In computer science, an array data structure or simply array is a data structure consisting of a collection of elements (values or variables), each identified by one or more integer indices, stored so that the address of each element can be computed from its index tuple by a simple mathematical formula.[1][2][3]
For example, an array of 10 integer variables, with indices 0 through 9, may be stored as 10 words at memory addresses 2000, 2004, 2008, … 2036 (this memory allocation can vary because some computers use other than 4 bytes to store integer type variables); so that the element with index i has address 2000 + 4 × i.[4]
Array structures are the computer analog of the mathematical concepts of vector, matrix, and to a certain extend tensor. Indeed, an array with one or two indices is often called a vector or matrix structure, respectively. Arrays are often used to implement tables, especially lookup tables; so the word table is sometimes used as synonym of array.

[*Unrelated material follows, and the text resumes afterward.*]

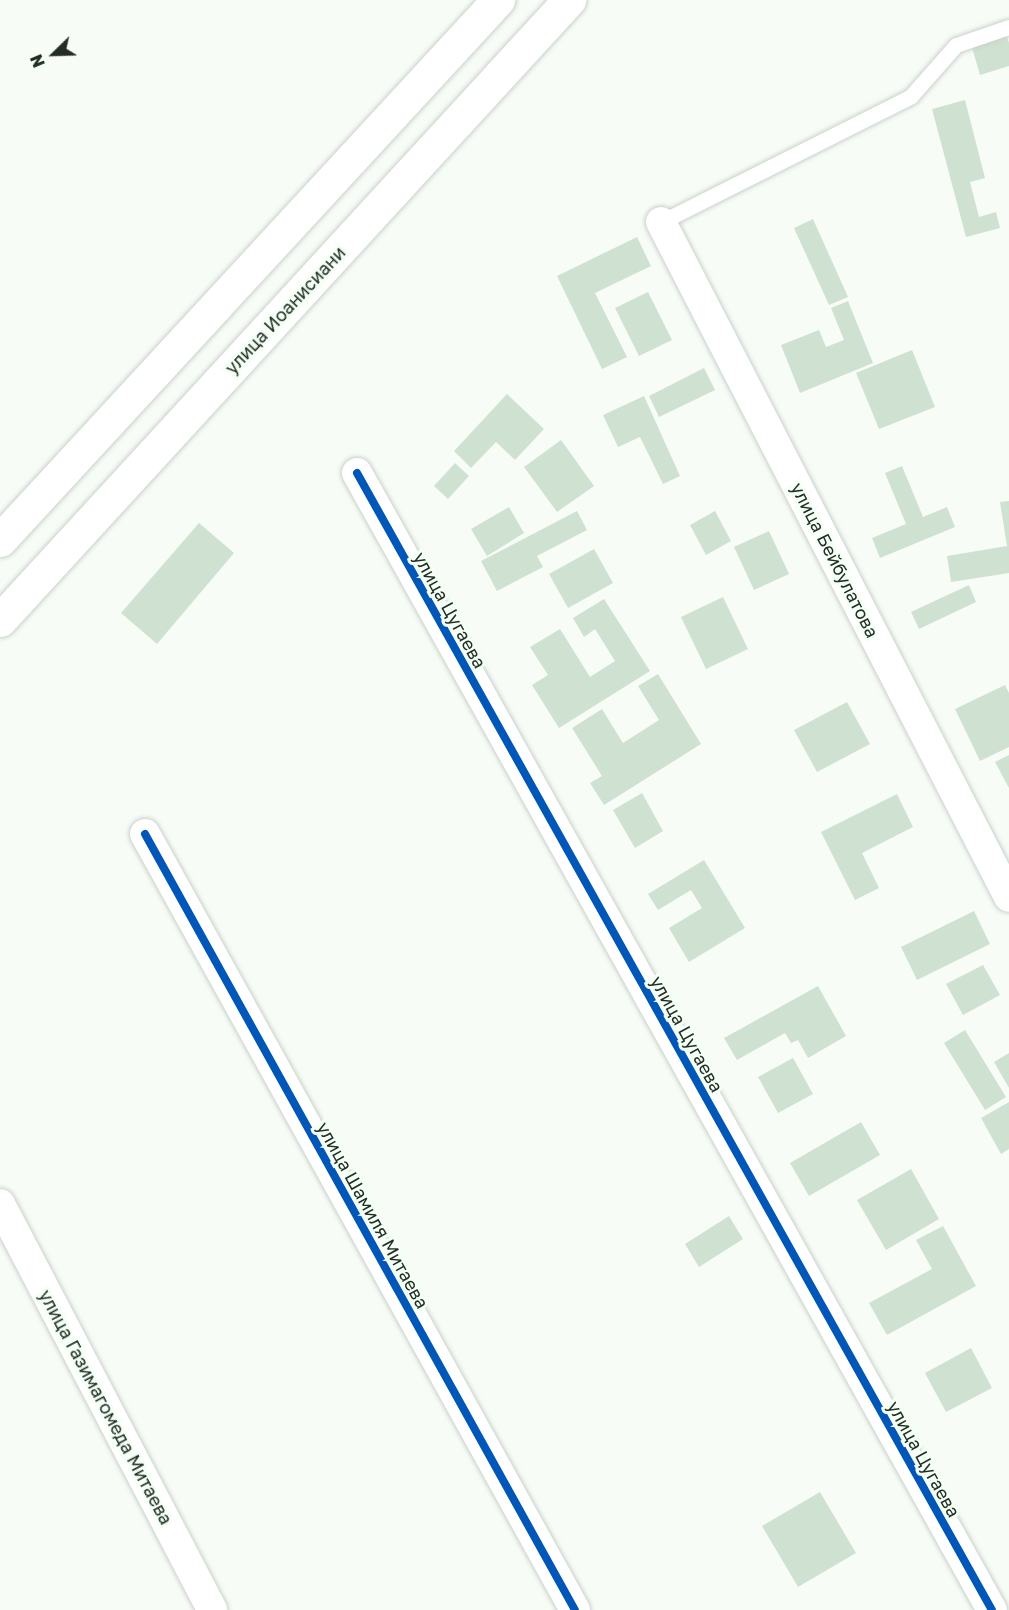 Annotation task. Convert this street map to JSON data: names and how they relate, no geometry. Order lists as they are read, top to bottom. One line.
{"streets":{"main road":["улица Иоанисиани"],"street":["улица Бейбулатова","улица Цугаева","улица Шамиля Митаева","улица Газимагомеда Митаева"]},"north":"bottom left"}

Arrays are among the oldest and most important data structures, and are used by almost every program and are used to implement many other data structures, such as lists and strings. They effectively exploit the addressing machinery of computers; indeed, in most modern computers (and many external storage devices), the memory is a one-dimensional array of words, whose indices are their addresses. Processors, especially vector processors, are often optimized for array operations.
Arrays are useful mostly because the element indices can be computed at run time. Among other things, this feature allows a single iterative statement to process arbitrarily many elements of an array. For that reason, the elements of an array data structure are required to have the same size and should use the same data representation. The set of valid index tuples and the addresses of the elements (and hence the element addressing formula) are usually,[3][5] but not always,[2] fixed while the array is in use.
The terms array and array structure are often used to mean array data type, a kind of data type provided by most high-level programming languages that consists of a collection of values or variables that can be selected by one or more indices computed at run-time. Array types are often implemented by array structures; however, in some languages they may be implemented by hash tables, linked lists, search trees, or other data structures.
The terms are also used, especially in the description of algorithms, to mean associative array or "abstract array", a theoretical computer science model (an abstract data type or ADT) intended to capture the essential properties of arrays.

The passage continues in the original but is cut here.